# EXERCISE:
Pictures are to be left out, and the rest of the records reproduced exactly.

# RECORDS SHOWN:
##############################

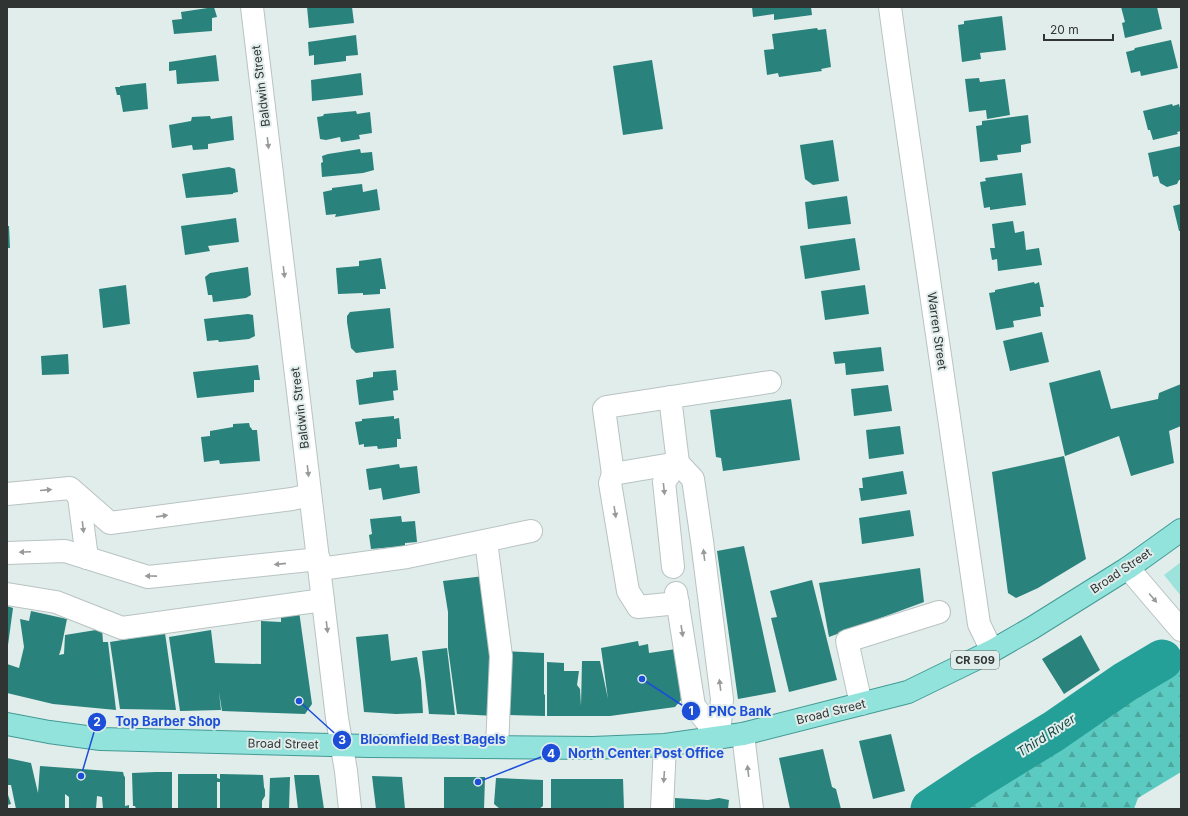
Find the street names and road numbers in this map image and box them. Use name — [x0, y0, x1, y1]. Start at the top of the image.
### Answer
street label: Baldwin Street — [248, 44, 273, 128]
street label: Warren Street — [925, 291, 950, 371]
street label: Baldwin Street — [287, 366, 312, 450]
street label: Broad Street — [1087, 545, 1154, 597]
road number: CR 509 — [951, 651, 999, 669]
street label: Broad Street — [795, 696, 867, 727]
street label: Broad Street — [247, 735, 319, 752]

##############################

# OUTPUT BELOW:
Find the street names and road numbers in this map image and box them. Use name — [x0, y0, x1, y1]. Start at the top of the image.
### Answer
street label: Baldwin Street — [248, 44, 273, 128]
street label: Warren Street — [925, 291, 950, 371]
street label: Baldwin Street — [287, 366, 312, 450]
street label: Broad Street — [1087, 545, 1154, 597]
road number: CR 509 — [951, 651, 999, 669]
street label: Broad Street — [795, 696, 867, 727]
street label: Broad Street — [247, 735, 319, 752]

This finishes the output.